New Orleans Suspects, Ouroboros (Louisiana Red Hot Records)

When you get right down to it, most bands formed in the Crescent City are gonna be supergroups. The city’s just that insular and that talented.

But even for all that, the New Orleans Suspects are impressive: the rhythm section alone is half Neville Brothers (“Mean” Willie Green, drums) and half Radiators (Reggie Scanlan, bass). Then there’s Jack Eckert’s stint as the Dirty Dozen Brass Band’s guitarist, a sax man with extensive James Brown credits in Jeff Watkins, and one of the Meters’ (Leo’s) go-to pianists, C.R. Gruver.

This is one of those bands whose resume is its description, and the Suspects prove it by giving you about what you’d expect on their second studio album—heavy NOLA funk on the bottom, some blues guitar up top, and a middle that alternates between soul and boogie-woogie.

But what they mostly sound like is ’70s R&B, specifically, the kind the Meters used to do so well. This is why the Little Feat vibe of “Magadalena” picks up a good bit of Billy Preston flavor along the way, and the ghosts of Sea-Saint are all over “Get Back What You Given,” replete with “fee na nays.”

The twin aces in the hole are Watkins’ brass section, which appears every time the band wants to drive a hook home, and Eckert’s own originals, which revel in that easy-going, yet moral, old-school soul spirit. And when they expand their world out, it gets better. The Santana wannabe “Pocketful of Grits” comes with even jazzier figures and some second-line coloring.

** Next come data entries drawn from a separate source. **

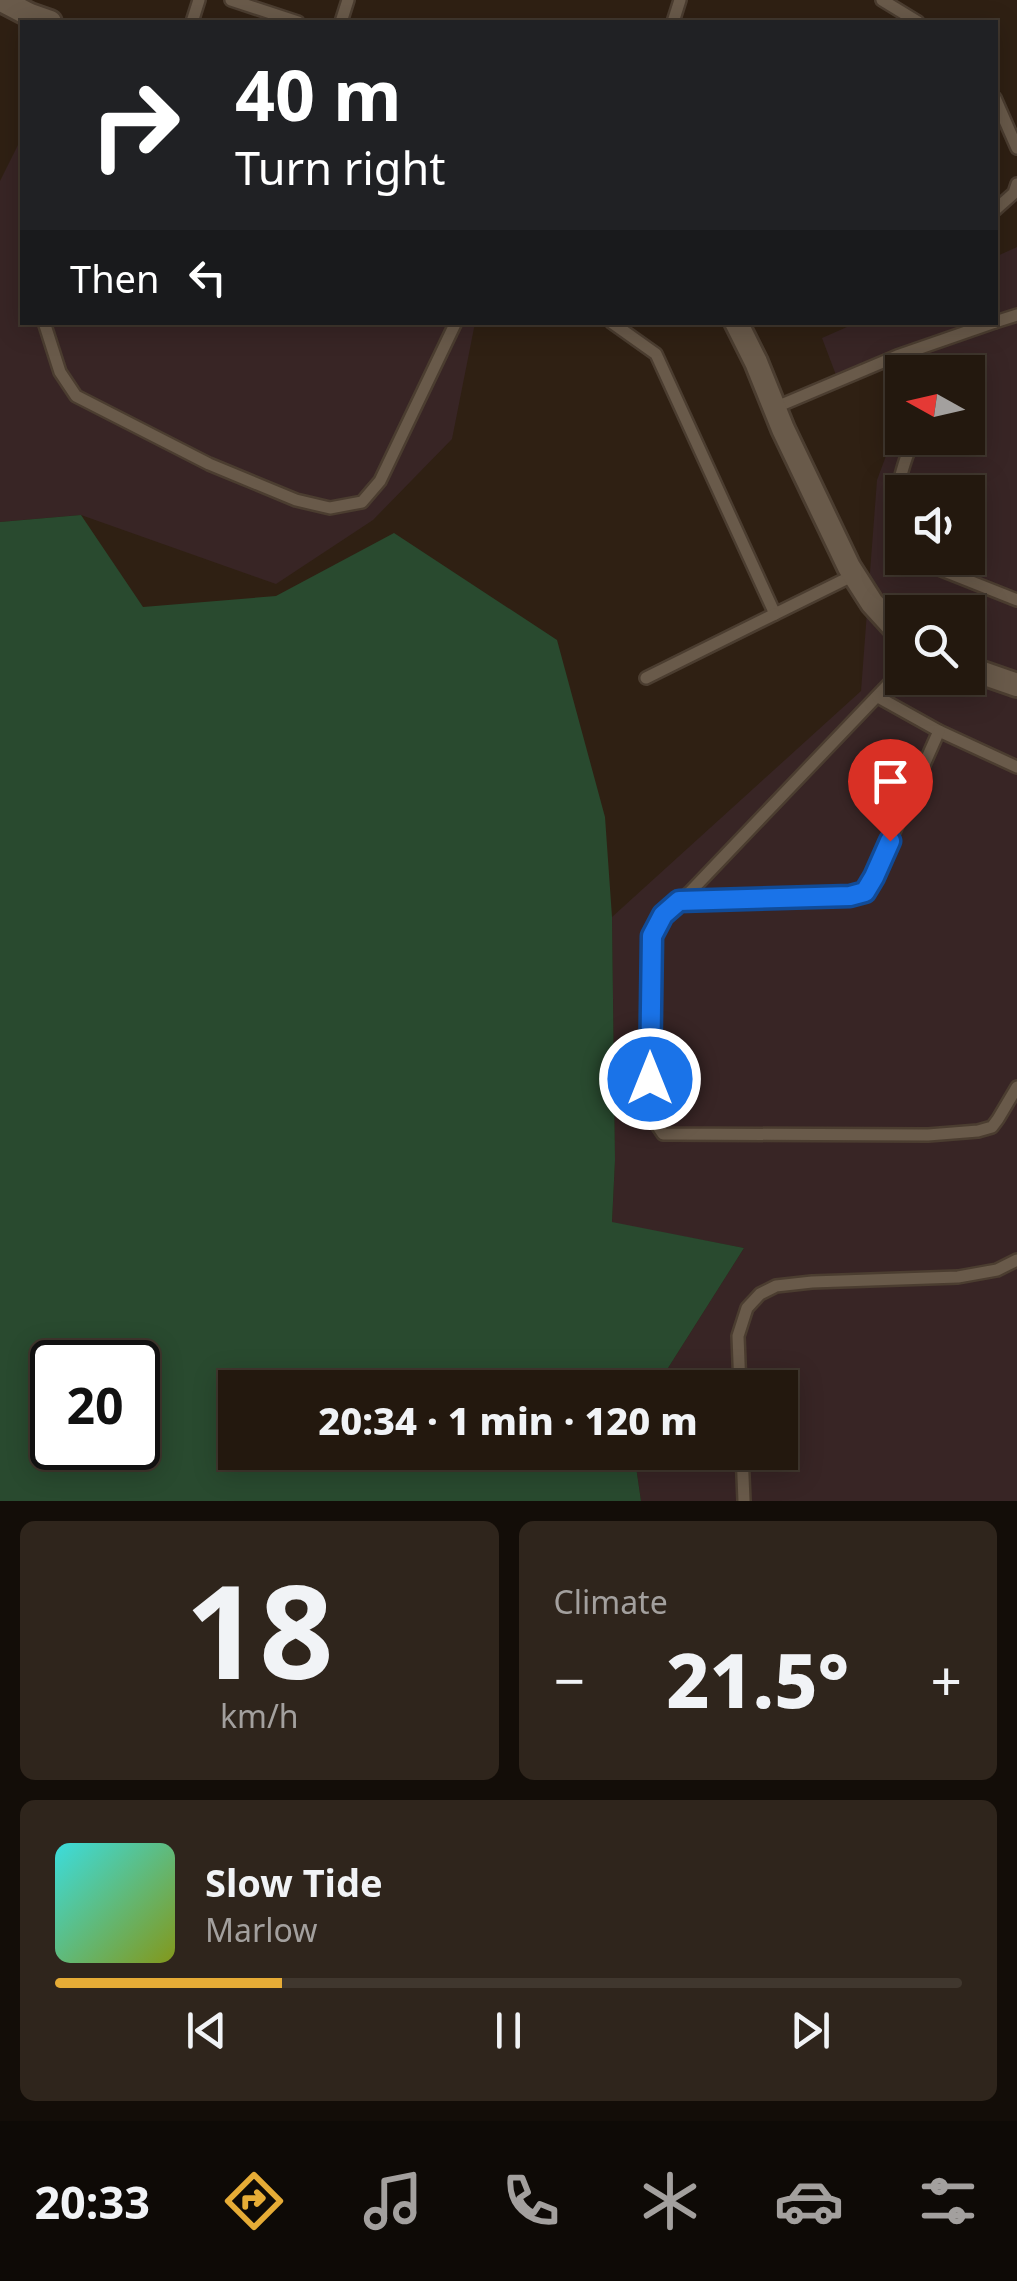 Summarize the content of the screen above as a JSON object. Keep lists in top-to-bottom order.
{
  "north": "left",
  "page": {
    "turn": ["40 m", "Turn right"],
    "then": "Then",
    "limit": "20",
    "trip": "20:34 · 1 min · 120 m",
    "tile": [
      ["18", "km/h"],
      "Climate"
    ],
    "heat": ["−", "21.5°", "+"],
    "song": ["Slow Tide", "Marlow"],
    "tabs": "20:33"
  }
} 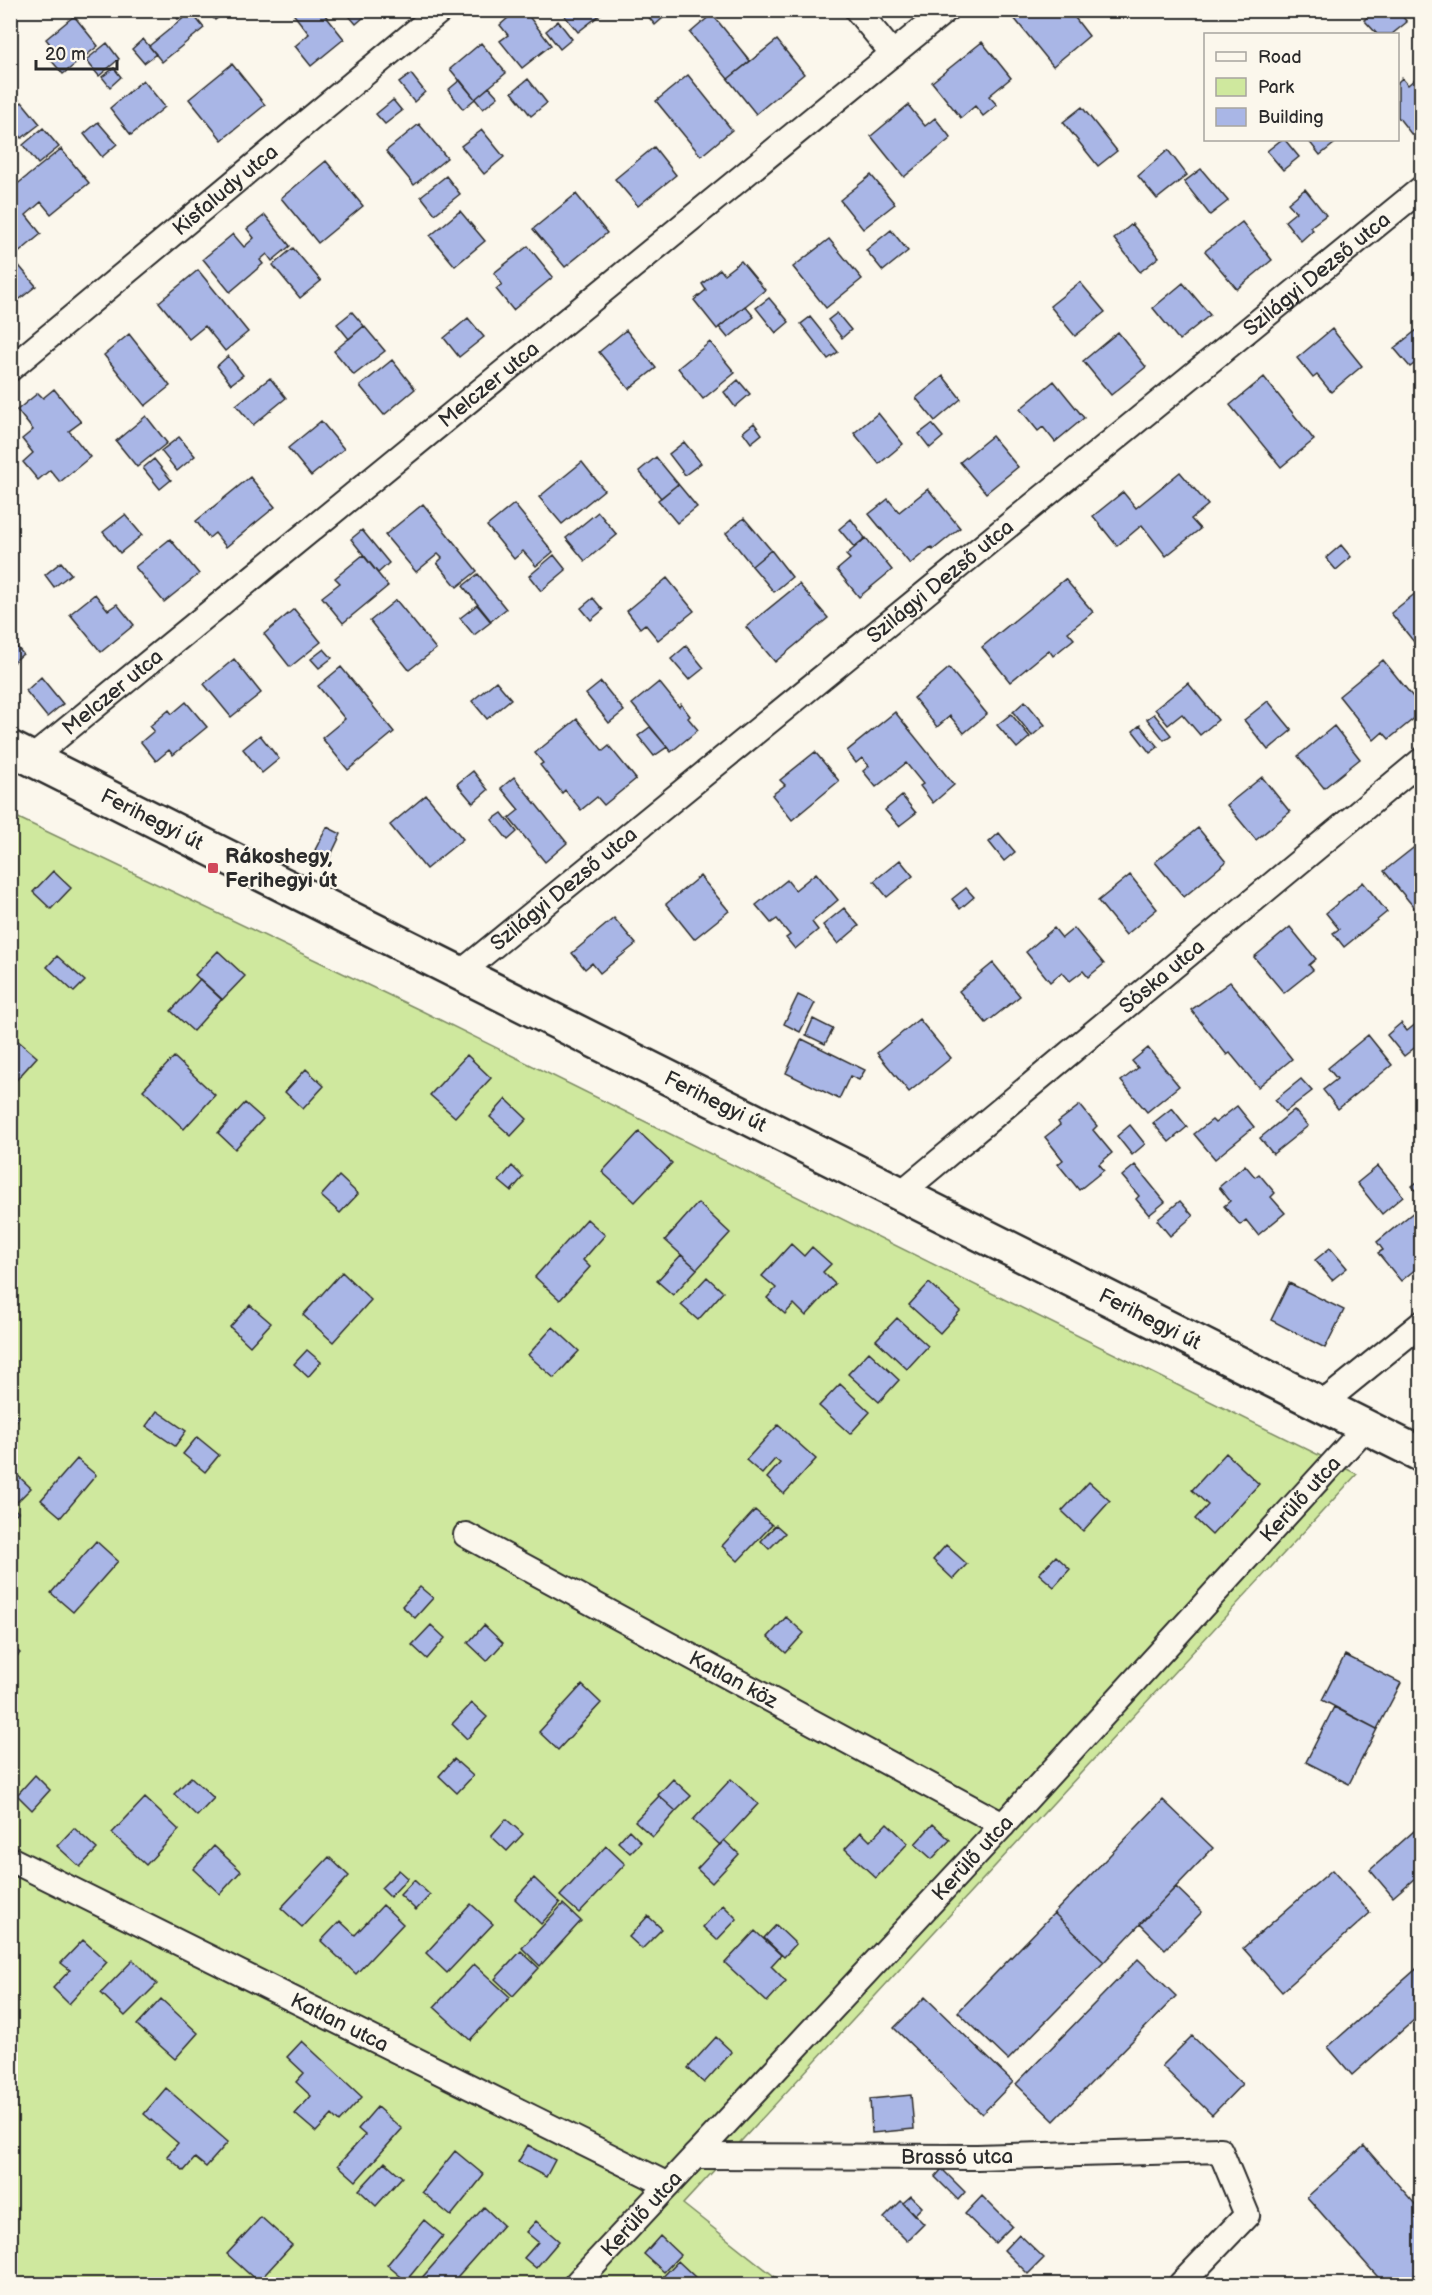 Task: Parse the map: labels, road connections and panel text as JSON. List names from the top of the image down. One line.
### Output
{"streets":{"main road":["Ferihegyi út"],"street":["Kisfaludy utca","Szilágyi Dezső utca","Melczer utca","Sóska utca","Kerülő utca","Katlan köz","Katlan utca","Brassó utca"]},"crossings":[["Szilágyi Dezső utca","Ferihegyi út"],["Melczer utca","Ferihegyi út"],["Ferihegyi út","Sóska utca"],["Ferihegyi út","Kerülő utca"],["Kerülő utca","Katlan köz"],["Kerülő utca","Katlan utca"],["Kerülő utca","Brassó utca"]],"places":{"transit":["Rákoshegy, Ferihegyi út"]},"legend":["Road","Park","Building"],"scale_bar":"20 m"}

Even “Hoodoos and Cunyans,” essentially six minutes of swamp guitar, is impressively atmospheric. There are even times, as on “Soothe Me” and “Things (In Your Mind),” where they sound like everyone at the Band’s “Last Waltz” concert playing at once, minus a Joni and a couple of Neils.

And how many jam bands can set up a head-cutting contest between slide blues guitar and clarinet?